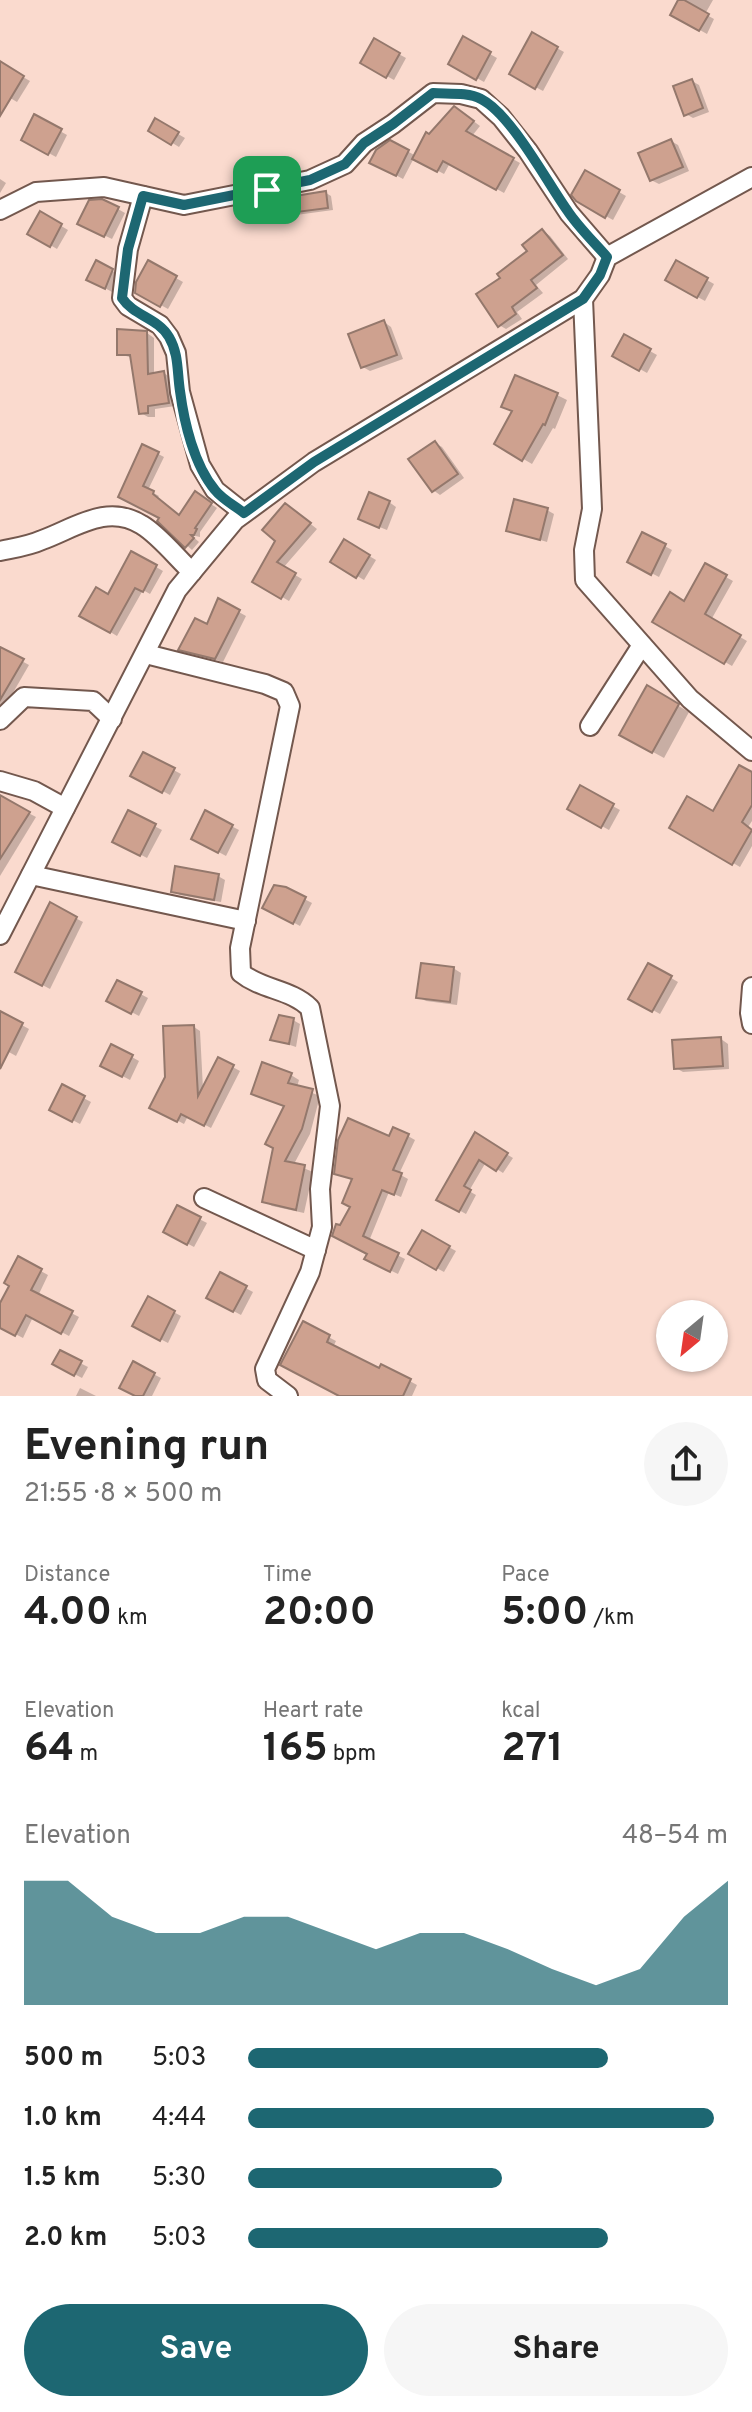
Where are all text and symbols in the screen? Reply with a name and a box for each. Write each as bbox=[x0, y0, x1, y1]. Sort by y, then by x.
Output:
pin bbox=[233, 156, 301, 224]
icon: arrive bbox=[245, 168, 289, 212]
north arrow bbox=[656, 1300, 728, 1372]
map controls bbox=[656, 1300, 728, 1372]
text: Evening run bbox=[24, 1420, 269, 1476]
button: share bbox=[644, 1422, 728, 1506]
text: 21:55 · 8 × 500 m bbox=[24, 1478, 222, 1511]
text: Distance bbox=[24, 1562, 110, 1589]
text: Time bbox=[263, 1562, 312, 1589]
text: Pace bbox=[501, 1562, 550, 1589]
text: 4.00 bbox=[24, 1589, 112, 1639]
text: 20:00 bbox=[263, 1589, 376, 1639]
text: 5:00 bbox=[501, 1589, 588, 1639]
text: km bbox=[112, 1605, 148, 1632]
text: /km bbox=[588, 1605, 634, 1632]
text: Elevation bbox=[24, 1698, 114, 1725]
text: Heart rate bbox=[263, 1698, 363, 1725]
text: kcal bbox=[501, 1698, 540, 1725]
text: 64 bbox=[24, 1725, 74, 1775]
text: 165 bbox=[263, 1725, 328, 1775]
text: 271 bbox=[501, 1725, 564, 1775]
text: m bbox=[74, 1741, 98, 1768]
text: bpm bbox=[328, 1741, 376, 1768]
text: Elevation bbox=[24, 1820, 131, 1853]
text: 48–54 m bbox=[622, 1820, 728, 1853]
text: 500 m bbox=[24, 2042, 103, 2075]
text: 5:03 bbox=[152, 2042, 206, 2075]
text: 1.0 km bbox=[24, 2102, 102, 2135]
text: 4:44 bbox=[152, 2102, 206, 2135]
text: 1.5 km bbox=[24, 2162, 101, 2195]
text: 5:30 bbox=[152, 2162, 206, 2195]
text: 2.0 km bbox=[24, 2222, 107, 2255]
text: 5:03 bbox=[152, 2222, 206, 2255]
button: Save bbox=[24, 2304, 368, 2396]
button: Share bbox=[384, 2304, 728, 2396]

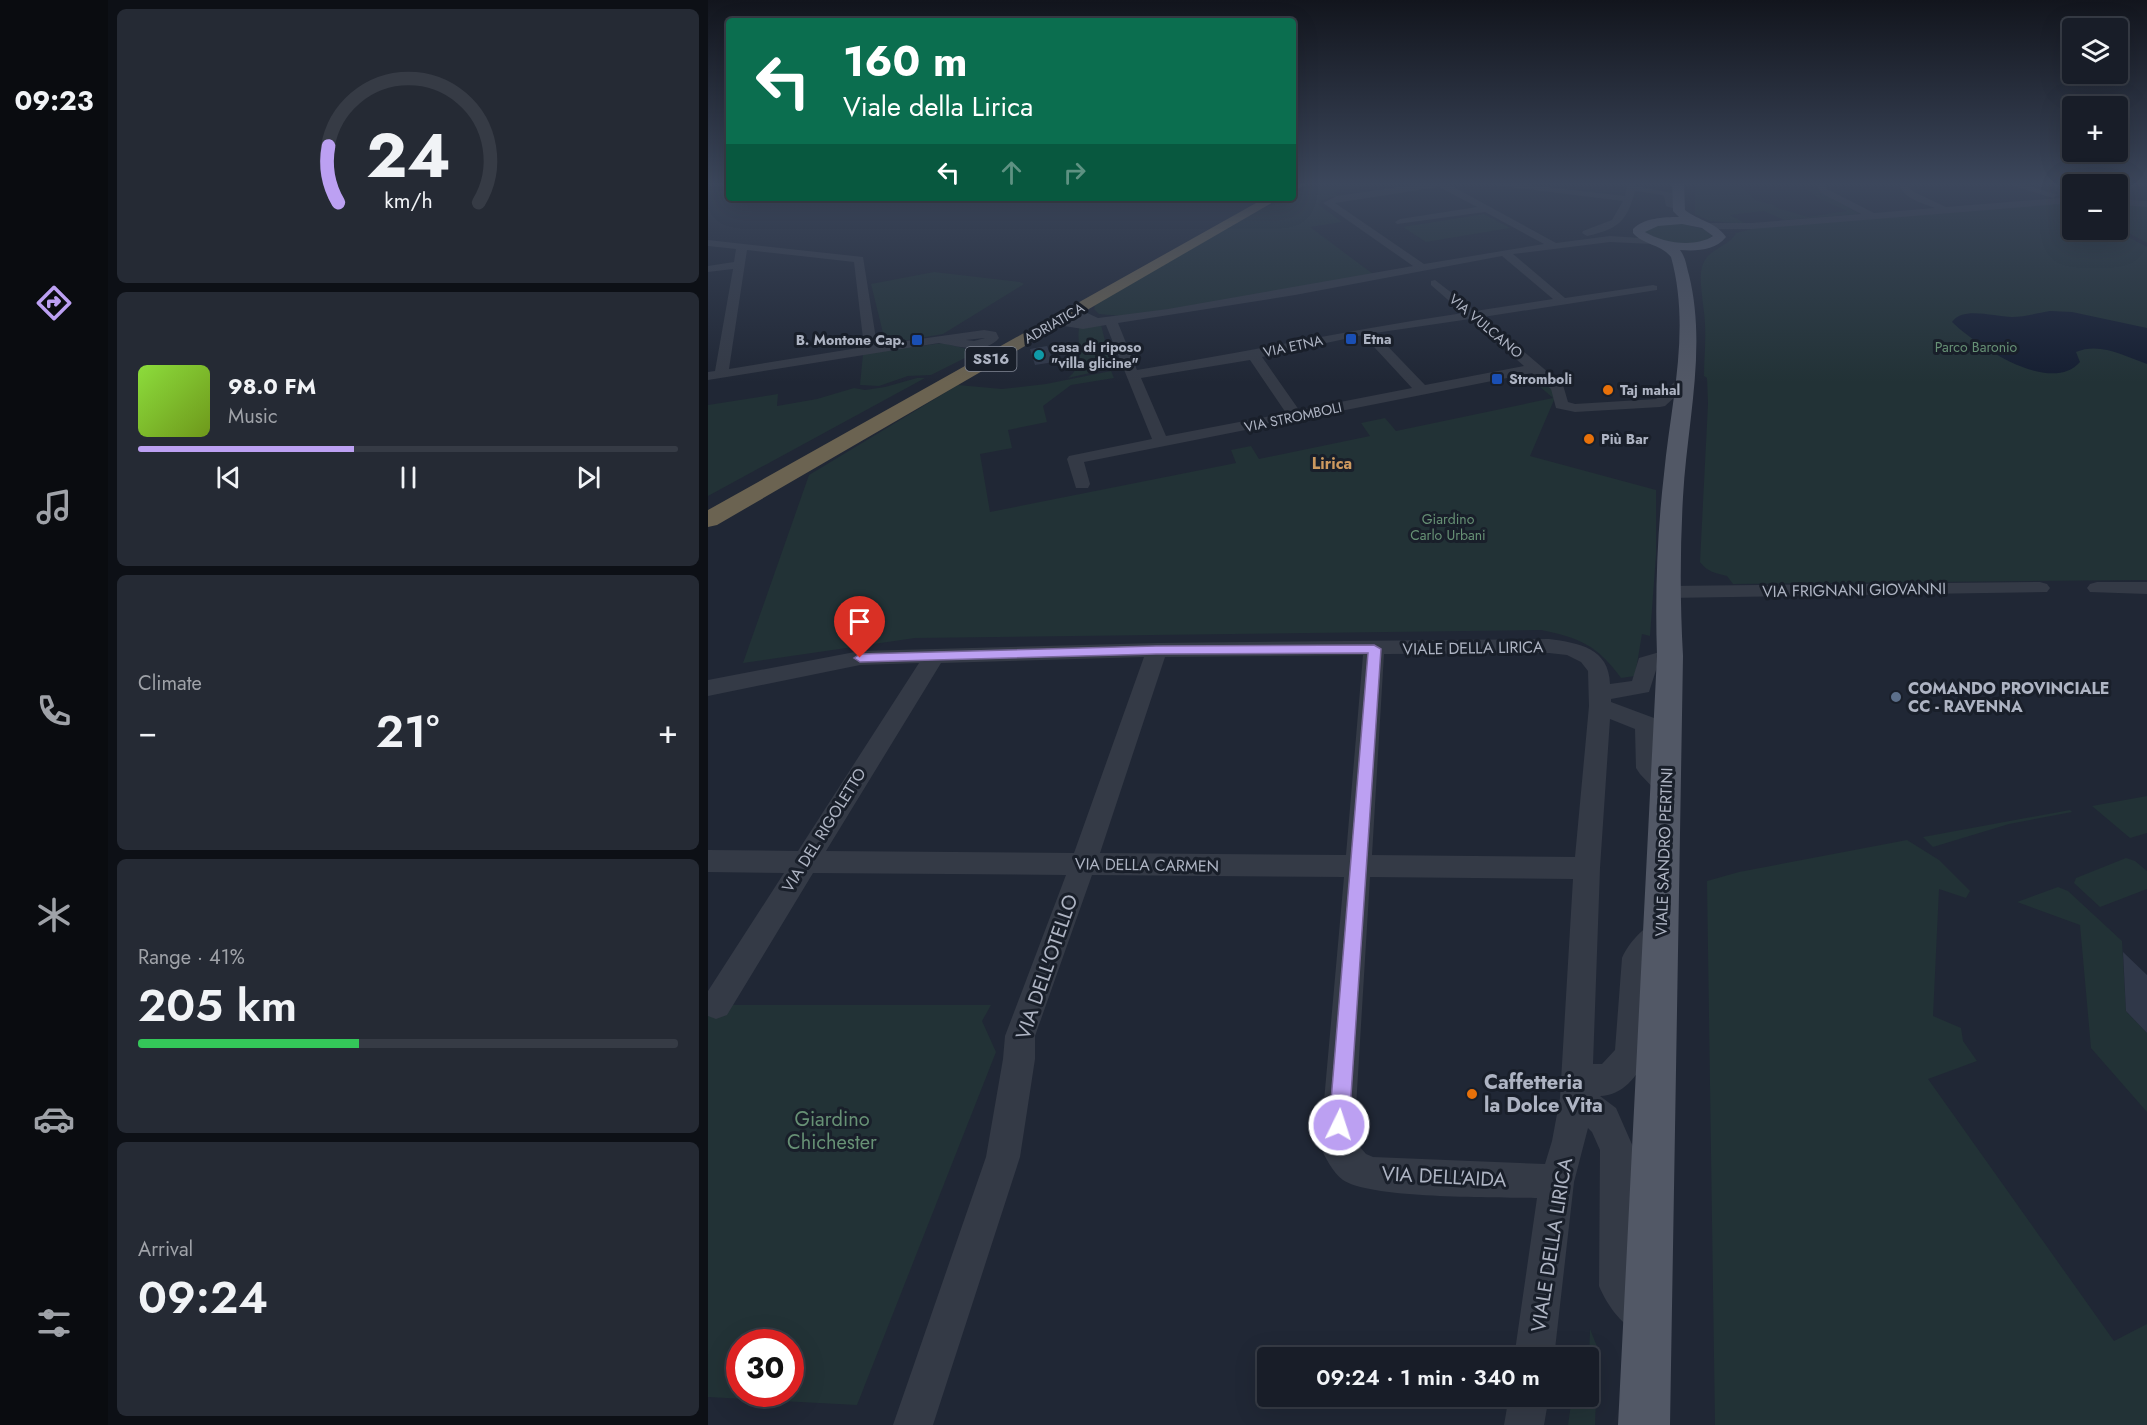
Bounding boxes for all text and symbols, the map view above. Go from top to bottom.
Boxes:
map controls [2062,18,2128,240]
button: layers [2062,18,2128,84]
text: 160 m [843,31,967,92]
icon: left [744,42,822,120]
text: 09:23 [14,81,94,120]
text: Viale della Lirica [843,87,1033,126]
button: + [2062,96,2128,162]
text: 24 [366,110,450,200]
icon: left [932,156,965,189]
icon: ahead [995,156,1028,189]
icon: right [1058,156,1091,189]
button: − [2062,174,2128,240]
text: km/h [384,185,432,216]
icon: directions [33,282,75,324]
street label: VIA VULCANO [1445,289,1527,363]
street label: ADRIATICA [1020,297,1089,348]
place label: Etna [1363,329,1392,349]
place label: B. Montone Cap. [796,330,905,350]
street label: VIA ETNA [1261,330,1325,362]
marker: Etna [1344,332,1358,346]
marker: B. Montone Cap. [910,333,924,347]
place label: casa di riposo "villa glicine" [1051,337,1141,373]
park label: Parco Baronio [1935,337,2018,357]
road number: SS16 [966,347,1016,371]
marker: casa di riposo "villa glicine" [1032,348,1046,362]
place label: Stromboli [1509,369,1572,389]
text: 98.0 FM [228,370,316,402]
marker: Stromboli [1490,372,1504,386]
place label: Taj mahal [1620,380,1680,400]
marker: Taj mahal [1601,383,1615,397]
street label: VIA STROMBOLI [1242,397,1344,437]
text: Music [228,402,278,431]
place label: Più Bar [1601,429,1649,449]
marker: Più Bar [1582,432,1596,446]
district label: Lirica [1312,452,1352,475]
icon: previous [212,461,245,494]
icon: pause [392,461,425,494]
icon: next [572,461,605,494]
icon: music [33,486,75,528]
park label: Giardino Carlo Urbani [1410,509,1486,545]
street label: VIA FRIGNANI GIOVANNI [1762,577,1946,603]
pin [834,596,885,658]
icon: arrive [843,605,876,638]
street label: VIALE DELLA LIRICA [1402,635,1544,661]
text: Climate [138,669,202,698]
place label: COMANDO PROVINCIALE CC - RAVENNA [1908,677,2110,718]
icon: phone [33,690,75,732]
marker: COMANDO PROVINCIALE CC - RAVENNA [1889,690,1903,704]
text: 21° [376,699,439,764]
text: − [138,708,157,755]
text: + [658,708,678,755]
street label: VIA DEL RIGOLETTO [776,763,872,897]
street label: VIALE SANDRO PERTINI [1650,767,1678,937]
street label: VIA DELLA CARMEN [1075,852,1219,878]
street label: VIA DELL'OTELLO [1009,890,1085,1044]
icon: climate [33,894,75,936]
text: Range · 41% [138,943,245,972]
text: 205 km [138,973,297,1038]
place label: Caffetteria la Dolce Vita [1484,1068,1603,1120]
marker: Caffetteria la Dolce Vita [1465,1087,1479,1101]
position arrow [1307,1093,1371,1157]
icon: car [33,1098,75,1140]
park label: Giardino Chichester [787,1105,877,1157]
street label: VIALE DELLA LIRICA [1524,1155,1580,1334]
street label: VIA DELL'AIDA [1381,1159,1508,1195]
text: Arrival [138,1235,193,1264]
text: 09:24 [138,1265,268,1330]
icon: filters [33,1302,75,1344]
speed limit sign: 30 [726,1329,804,1407]
text: 09:24 · 1 min · 340 m [1316,1361,1540,1393]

:: EXERCISE REQUIREMENTS ::
The reply is to be all the records above, transcribed exactly, with no pictures.

:: RESULT FOR THIS TASK ::
Where are all text and symbols in the screen? Reply with a name and a box for each. Write each as bbox=[x0, y0, x1, y1]. Sort by y, then by x.
Output:
pin bbox=[233, 156, 301, 224]
icon: arrive bbox=[245, 168, 289, 212]
north arrow bbox=[656, 1300, 728, 1372]
map controls bbox=[656, 1300, 728, 1372]
text: Evening run bbox=[24, 1420, 269, 1476]
button: share bbox=[644, 1422, 728, 1506]
text: 21:55 · 8 × 500 m bbox=[24, 1478, 222, 1511]
text: Distance bbox=[24, 1562, 110, 1589]
text: Time bbox=[263, 1562, 312, 1589]
text: Pace bbox=[501, 1562, 550, 1589]
text: 4.00 bbox=[24, 1589, 112, 1639]
text: 20:00 bbox=[263, 1589, 376, 1639]
text: 5:00 bbox=[501, 1589, 588, 1639]
text: km bbox=[112, 1605, 148, 1632]
text: /km bbox=[588, 1605, 634, 1632]
text: Elevation bbox=[24, 1698, 114, 1725]
text: Heart rate bbox=[263, 1698, 363, 1725]
text: kcal bbox=[501, 1698, 540, 1725]
text: 64 bbox=[24, 1725, 74, 1775]
text: 165 bbox=[263, 1725, 328, 1775]
text: 271 bbox=[501, 1725, 564, 1775]
text: m bbox=[74, 1741, 98, 1768]
text: bpm bbox=[328, 1741, 376, 1768]
text: Elevation bbox=[24, 1820, 131, 1853]
text: 48–54 m bbox=[622, 1820, 728, 1853]
text: 500 m bbox=[24, 2042, 103, 2075]
text: 5:03 bbox=[152, 2042, 206, 2075]
text: 1.0 km bbox=[24, 2102, 102, 2135]
text: 4:44 bbox=[152, 2102, 206, 2135]
text: 1.5 km bbox=[24, 2162, 101, 2195]
text: 5:30 bbox=[152, 2162, 206, 2195]
text: 2.0 km bbox=[24, 2222, 107, 2255]
text: 5:03 bbox=[152, 2222, 206, 2255]
button: Save bbox=[24, 2304, 368, 2396]
button: Share bbox=[384, 2304, 728, 2396]

Bounding boxes for all text and symbols, the map view above. Go from top to bottom.
Boxes:
map controls [2062,18,2128,240]
button: layers [2062,18,2128,84]
text: 160 m [843,31,967,92]
icon: left [744,42,822,120]
text: 09:23 [14,81,94,120]
text: Viale della Lirica [843,87,1033,126]
button: + [2062,96,2128,162]
text: 24 [366,110,450,200]
icon: left [932,156,965,189]
icon: ahead [995,156,1028,189]
icon: right [1058,156,1091,189]
button: − [2062,174,2128,240]
text: km/h [384,185,432,216]
icon: directions [33,282,75,324]
street label: VIA VULCANO [1445,289,1527,363]
street label: ADRIATICA [1020,297,1089,348]
place label: Etna [1363,329,1392,349]
place label: B. Montone Cap. [796,330,905,350]
street label: VIA ETNA [1261,330,1325,362]
marker: Etna [1344,332,1358,346]
marker: B. Montone Cap. [910,333,924,347]
place label: casa di riposo "villa glicine" [1051,337,1141,373]
park label: Parco Baronio [1935,337,2018,357]
road number: SS16 [966,347,1016,371]
marker: casa di riposo "villa glicine" [1032,348,1046,362]
place label: Stromboli [1509,369,1572,389]
text: 98.0 FM [228,370,316,402]
marker: Stromboli [1490,372,1504,386]
place label: Taj mahal [1620,380,1680,400]
marker: Taj mahal [1601,383,1615,397]
street label: VIA STROMBOLI [1242,397,1344,437]
text: Music [228,402,278,431]
place label: Più Bar [1601,429,1649,449]
marker: Più Bar [1582,432,1596,446]
district label: Lirica [1312,452,1352,475]
icon: previous [212,461,245,494]
icon: pause [392,461,425,494]
icon: next [572,461,605,494]
icon: music [33,486,75,528]
park label: Giardino Carlo Urbani [1410,509,1486,545]
street label: VIA FRIGNANI GIOVANNI [1762,577,1946,603]
pin [834,596,885,658]
icon: arrive [843,605,876,638]
street label: VIALE DELLA LIRICA [1402,635,1544,661]
text: Climate [138,669,202,698]
place label: COMANDO PROVINCIALE CC - RAVENNA [1908,677,2110,718]
icon: phone [33,690,75,732]
marker: COMANDO PROVINCIALE CC - RAVENNA [1889,690,1903,704]
text: 21° [376,699,439,764]
text: − [138,708,157,755]
text: + [658,708,678,755]
street label: VIA DEL RIGOLETTO [776,763,872,897]
street label: VIALE SANDRO PERTINI [1650,767,1678,937]
street label: VIA DELLA CARMEN [1075,852,1219,878]
street label: VIA DELL'OTELLO [1009,890,1085,1044]
icon: climate [33,894,75,936]
text: Range · 41% [138,943,245,972]
text: 205 km [138,973,297,1038]
place label: Caffetteria la Dolce Vita [1484,1068,1603,1120]
marker: Caffetteria la Dolce Vita [1465,1087,1479,1101]
position arrow [1307,1093,1371,1157]
icon: car [33,1098,75,1140]
park label: Giardino Chichester [787,1105,877,1157]
street label: VIALE DELLA LIRICA [1524,1155,1580,1334]
street label: VIA DELL'AIDA [1381,1159,1508,1195]
text: Arrival [138,1235,193,1264]
text: 09:24 [138,1265,268,1330]
icon: filters [33,1302,75,1344]
speed limit sign: 30 [726,1329,804,1407]
text: 09:24 · 1 min · 340 m [1316,1361,1540,1393]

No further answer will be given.